- **Assignment**:
If a line in the records contains the string "strokeStyle", show that line.

(Beginning of Data supplied)

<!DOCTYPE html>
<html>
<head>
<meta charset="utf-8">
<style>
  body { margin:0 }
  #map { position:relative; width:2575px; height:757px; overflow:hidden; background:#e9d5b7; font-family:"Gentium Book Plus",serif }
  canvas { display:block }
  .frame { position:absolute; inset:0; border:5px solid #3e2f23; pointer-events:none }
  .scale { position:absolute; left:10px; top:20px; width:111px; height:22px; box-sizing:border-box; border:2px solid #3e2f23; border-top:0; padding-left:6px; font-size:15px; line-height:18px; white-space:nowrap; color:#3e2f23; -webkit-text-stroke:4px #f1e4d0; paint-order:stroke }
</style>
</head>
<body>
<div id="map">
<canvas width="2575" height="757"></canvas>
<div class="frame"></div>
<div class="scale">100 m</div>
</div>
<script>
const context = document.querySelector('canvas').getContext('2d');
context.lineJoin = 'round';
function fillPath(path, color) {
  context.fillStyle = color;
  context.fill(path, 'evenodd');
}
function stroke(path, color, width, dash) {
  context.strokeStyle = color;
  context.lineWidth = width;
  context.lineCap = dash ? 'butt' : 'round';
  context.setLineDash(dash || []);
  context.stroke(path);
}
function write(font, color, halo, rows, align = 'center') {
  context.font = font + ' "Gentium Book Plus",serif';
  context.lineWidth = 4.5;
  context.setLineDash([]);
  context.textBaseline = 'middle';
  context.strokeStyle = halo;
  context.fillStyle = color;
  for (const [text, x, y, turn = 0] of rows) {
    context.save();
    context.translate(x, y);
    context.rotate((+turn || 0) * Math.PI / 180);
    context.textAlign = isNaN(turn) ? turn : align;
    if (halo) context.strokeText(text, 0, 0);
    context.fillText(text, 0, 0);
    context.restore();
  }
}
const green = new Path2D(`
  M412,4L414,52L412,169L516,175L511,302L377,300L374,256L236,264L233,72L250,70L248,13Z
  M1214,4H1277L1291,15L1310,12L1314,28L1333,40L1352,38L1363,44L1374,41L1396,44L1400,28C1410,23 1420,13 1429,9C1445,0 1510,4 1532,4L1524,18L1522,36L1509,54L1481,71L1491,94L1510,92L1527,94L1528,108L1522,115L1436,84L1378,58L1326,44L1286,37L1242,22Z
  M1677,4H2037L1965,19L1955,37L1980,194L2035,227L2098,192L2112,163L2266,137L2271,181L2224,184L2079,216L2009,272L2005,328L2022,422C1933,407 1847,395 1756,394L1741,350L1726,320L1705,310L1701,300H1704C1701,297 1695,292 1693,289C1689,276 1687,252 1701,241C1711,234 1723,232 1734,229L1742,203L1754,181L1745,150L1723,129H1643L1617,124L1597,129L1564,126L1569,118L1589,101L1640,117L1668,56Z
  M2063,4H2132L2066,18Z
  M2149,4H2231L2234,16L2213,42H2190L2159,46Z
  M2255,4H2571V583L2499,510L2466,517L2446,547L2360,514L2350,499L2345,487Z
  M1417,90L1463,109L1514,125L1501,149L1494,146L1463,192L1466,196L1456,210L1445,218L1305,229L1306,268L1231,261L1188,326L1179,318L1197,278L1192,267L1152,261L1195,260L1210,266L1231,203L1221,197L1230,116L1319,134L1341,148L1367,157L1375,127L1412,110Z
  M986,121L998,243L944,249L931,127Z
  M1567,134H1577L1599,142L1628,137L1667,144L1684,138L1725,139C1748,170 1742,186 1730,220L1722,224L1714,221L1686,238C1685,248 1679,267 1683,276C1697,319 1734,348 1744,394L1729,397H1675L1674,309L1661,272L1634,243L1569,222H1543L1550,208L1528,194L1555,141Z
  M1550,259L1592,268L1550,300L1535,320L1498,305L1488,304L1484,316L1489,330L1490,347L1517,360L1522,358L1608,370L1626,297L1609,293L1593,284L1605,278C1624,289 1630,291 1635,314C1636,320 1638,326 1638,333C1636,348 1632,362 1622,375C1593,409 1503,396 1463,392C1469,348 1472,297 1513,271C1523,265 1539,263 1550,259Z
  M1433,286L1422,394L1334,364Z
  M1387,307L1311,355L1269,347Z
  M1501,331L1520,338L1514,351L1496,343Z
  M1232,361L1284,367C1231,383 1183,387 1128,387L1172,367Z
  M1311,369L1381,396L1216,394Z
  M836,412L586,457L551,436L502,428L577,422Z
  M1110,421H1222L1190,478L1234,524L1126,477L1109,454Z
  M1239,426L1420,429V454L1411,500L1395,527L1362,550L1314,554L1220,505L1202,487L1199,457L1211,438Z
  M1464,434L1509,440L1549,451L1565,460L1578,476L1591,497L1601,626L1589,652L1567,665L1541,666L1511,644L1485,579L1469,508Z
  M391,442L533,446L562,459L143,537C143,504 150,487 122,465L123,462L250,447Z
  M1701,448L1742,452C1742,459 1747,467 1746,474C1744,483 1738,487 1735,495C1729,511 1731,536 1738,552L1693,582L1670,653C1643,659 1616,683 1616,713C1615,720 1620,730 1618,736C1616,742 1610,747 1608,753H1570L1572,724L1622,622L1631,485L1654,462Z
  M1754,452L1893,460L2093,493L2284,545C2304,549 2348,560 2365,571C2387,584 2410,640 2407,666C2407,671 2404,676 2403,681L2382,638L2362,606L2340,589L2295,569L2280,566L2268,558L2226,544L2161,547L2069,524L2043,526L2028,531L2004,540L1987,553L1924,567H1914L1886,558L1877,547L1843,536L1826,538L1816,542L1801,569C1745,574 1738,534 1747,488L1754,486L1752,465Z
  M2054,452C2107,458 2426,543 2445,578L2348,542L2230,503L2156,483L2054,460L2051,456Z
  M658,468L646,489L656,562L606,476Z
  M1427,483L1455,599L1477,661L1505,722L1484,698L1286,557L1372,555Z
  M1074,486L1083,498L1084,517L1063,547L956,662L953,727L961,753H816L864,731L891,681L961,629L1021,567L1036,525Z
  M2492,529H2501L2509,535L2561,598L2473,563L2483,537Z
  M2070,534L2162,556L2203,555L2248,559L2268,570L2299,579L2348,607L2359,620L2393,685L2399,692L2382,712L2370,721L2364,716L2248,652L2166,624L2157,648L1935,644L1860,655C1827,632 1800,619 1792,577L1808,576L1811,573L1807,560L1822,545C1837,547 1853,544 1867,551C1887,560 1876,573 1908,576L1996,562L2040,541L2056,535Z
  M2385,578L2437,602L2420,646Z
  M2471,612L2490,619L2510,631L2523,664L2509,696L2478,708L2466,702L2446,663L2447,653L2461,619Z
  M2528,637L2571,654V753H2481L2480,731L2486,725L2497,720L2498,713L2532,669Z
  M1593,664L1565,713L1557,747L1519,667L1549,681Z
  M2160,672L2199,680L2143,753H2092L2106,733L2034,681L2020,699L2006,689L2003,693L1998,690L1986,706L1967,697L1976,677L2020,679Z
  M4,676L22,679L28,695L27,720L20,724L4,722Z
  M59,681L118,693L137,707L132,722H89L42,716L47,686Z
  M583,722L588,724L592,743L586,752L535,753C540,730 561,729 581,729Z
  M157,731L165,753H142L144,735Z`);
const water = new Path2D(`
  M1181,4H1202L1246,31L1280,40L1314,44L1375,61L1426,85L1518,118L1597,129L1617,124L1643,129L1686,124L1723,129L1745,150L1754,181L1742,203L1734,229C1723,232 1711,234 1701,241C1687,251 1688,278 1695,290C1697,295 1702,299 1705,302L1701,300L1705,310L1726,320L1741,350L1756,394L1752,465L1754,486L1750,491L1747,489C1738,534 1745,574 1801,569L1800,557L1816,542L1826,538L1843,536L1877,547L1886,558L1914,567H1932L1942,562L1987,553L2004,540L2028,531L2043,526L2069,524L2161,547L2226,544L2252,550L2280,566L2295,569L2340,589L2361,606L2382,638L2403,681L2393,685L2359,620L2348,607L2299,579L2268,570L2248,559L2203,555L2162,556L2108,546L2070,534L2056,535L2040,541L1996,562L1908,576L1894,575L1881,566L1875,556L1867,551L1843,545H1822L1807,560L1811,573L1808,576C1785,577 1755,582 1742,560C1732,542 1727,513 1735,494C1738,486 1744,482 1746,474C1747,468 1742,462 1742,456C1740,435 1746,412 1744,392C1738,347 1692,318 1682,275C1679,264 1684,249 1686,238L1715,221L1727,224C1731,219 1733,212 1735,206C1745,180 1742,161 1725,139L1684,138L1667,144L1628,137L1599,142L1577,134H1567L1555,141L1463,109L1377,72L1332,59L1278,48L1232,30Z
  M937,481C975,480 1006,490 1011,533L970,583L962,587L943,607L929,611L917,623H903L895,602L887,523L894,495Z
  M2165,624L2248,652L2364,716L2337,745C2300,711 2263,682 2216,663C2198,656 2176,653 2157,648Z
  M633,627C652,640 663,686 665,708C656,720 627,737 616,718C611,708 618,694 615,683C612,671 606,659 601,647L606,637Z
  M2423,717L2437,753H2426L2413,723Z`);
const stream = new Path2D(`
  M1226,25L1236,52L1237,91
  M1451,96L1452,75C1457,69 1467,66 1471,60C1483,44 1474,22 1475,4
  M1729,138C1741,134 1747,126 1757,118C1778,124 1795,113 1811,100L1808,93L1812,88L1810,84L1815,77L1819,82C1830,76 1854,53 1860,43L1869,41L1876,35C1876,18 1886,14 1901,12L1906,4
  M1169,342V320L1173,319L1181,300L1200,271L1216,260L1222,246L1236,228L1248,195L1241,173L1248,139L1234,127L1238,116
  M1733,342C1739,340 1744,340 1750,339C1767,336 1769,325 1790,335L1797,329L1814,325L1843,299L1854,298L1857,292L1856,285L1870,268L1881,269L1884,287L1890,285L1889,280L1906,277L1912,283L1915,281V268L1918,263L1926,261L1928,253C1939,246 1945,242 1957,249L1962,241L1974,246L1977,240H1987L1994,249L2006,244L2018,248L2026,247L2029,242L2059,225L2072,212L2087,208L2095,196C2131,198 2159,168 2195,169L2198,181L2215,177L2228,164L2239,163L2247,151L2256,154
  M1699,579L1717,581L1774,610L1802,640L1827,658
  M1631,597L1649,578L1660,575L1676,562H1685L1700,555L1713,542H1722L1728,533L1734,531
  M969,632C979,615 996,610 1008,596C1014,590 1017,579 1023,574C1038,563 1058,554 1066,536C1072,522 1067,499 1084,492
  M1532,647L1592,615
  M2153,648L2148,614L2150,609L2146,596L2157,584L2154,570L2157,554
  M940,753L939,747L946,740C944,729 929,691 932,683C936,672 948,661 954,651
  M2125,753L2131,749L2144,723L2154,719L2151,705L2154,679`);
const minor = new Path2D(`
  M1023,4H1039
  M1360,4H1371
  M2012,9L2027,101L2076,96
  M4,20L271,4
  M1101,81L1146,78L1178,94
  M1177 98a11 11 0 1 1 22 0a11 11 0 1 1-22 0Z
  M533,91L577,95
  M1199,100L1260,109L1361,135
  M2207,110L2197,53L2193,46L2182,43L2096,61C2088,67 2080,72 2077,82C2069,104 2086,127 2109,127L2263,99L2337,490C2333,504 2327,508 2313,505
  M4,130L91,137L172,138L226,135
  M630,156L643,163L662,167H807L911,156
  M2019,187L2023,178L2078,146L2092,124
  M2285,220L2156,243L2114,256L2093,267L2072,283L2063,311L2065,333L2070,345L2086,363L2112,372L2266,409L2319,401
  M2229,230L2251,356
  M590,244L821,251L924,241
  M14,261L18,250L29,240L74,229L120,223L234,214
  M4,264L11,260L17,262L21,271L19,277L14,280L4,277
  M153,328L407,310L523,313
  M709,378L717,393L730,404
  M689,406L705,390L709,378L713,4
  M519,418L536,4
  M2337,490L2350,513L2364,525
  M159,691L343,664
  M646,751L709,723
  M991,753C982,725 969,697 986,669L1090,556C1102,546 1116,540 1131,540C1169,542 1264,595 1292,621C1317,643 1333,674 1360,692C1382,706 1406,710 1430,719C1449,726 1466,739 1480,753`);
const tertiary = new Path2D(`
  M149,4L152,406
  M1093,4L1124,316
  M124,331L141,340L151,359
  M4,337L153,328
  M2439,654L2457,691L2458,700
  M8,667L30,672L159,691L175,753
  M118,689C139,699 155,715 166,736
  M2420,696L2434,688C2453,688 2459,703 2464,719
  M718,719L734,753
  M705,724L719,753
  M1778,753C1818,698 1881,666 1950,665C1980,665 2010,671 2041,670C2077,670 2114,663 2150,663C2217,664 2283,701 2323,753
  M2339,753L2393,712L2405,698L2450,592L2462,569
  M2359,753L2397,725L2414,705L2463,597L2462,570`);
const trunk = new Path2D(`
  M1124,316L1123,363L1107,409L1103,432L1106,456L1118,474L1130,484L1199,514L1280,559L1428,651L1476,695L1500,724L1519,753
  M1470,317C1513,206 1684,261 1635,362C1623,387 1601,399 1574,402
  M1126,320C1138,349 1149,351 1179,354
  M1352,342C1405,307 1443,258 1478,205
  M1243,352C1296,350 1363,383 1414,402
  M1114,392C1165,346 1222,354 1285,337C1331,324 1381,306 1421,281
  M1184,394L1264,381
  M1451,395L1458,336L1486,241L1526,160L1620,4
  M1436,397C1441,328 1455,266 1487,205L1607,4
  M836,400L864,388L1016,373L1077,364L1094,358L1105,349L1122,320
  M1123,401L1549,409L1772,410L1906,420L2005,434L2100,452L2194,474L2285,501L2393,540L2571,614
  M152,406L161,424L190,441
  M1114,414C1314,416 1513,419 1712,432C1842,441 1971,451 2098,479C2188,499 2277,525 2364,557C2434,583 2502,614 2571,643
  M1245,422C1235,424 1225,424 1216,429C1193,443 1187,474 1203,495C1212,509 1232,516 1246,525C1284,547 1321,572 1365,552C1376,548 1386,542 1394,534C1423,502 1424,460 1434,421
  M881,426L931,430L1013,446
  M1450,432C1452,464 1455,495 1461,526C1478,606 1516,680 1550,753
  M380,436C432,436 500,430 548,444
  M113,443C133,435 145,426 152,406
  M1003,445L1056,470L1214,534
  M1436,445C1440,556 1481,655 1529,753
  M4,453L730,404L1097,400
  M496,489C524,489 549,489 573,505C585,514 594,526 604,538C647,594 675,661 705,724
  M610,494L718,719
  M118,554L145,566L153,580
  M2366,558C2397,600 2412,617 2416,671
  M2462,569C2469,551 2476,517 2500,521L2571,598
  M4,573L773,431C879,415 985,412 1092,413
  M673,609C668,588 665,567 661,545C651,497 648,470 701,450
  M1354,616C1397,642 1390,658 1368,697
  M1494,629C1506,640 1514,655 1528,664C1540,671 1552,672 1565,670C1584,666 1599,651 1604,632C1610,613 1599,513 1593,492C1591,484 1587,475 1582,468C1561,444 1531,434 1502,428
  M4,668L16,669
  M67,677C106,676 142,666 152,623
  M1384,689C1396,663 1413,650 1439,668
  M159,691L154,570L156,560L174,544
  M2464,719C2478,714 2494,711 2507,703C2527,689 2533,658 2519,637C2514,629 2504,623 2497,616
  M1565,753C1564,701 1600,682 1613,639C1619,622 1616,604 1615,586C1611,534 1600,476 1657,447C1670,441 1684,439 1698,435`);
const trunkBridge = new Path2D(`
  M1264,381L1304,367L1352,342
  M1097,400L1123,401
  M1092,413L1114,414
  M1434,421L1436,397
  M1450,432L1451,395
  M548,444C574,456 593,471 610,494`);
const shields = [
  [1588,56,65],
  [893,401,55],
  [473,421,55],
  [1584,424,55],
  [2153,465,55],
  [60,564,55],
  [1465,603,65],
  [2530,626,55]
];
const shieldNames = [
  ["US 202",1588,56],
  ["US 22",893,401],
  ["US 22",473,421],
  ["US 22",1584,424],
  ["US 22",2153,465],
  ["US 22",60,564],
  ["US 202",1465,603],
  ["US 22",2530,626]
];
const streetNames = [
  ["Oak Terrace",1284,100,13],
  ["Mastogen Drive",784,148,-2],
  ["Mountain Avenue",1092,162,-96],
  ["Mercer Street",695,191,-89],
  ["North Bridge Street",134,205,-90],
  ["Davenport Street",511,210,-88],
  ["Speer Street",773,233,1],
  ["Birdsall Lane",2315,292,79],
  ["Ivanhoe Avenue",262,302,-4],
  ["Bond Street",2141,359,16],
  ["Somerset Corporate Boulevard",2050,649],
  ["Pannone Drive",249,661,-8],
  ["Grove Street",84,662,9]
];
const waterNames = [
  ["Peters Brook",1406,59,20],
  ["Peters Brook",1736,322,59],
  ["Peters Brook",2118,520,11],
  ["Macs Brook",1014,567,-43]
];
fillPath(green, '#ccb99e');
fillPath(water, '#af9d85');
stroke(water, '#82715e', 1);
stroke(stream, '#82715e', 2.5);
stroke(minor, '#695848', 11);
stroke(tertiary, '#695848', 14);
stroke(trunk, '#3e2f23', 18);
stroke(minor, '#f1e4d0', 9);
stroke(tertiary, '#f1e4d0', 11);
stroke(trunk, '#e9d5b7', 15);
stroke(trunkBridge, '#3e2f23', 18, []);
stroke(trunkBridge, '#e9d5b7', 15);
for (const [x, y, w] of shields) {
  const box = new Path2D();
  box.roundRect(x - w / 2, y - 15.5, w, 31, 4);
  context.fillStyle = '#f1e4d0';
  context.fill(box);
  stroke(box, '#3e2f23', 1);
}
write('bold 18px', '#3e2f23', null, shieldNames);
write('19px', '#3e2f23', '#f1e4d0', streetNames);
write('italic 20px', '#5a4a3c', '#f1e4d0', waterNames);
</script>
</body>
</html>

(End of Data supplied)

- **Task response**:
  context.strokeStyle = color;
  context.strokeStyle = halo;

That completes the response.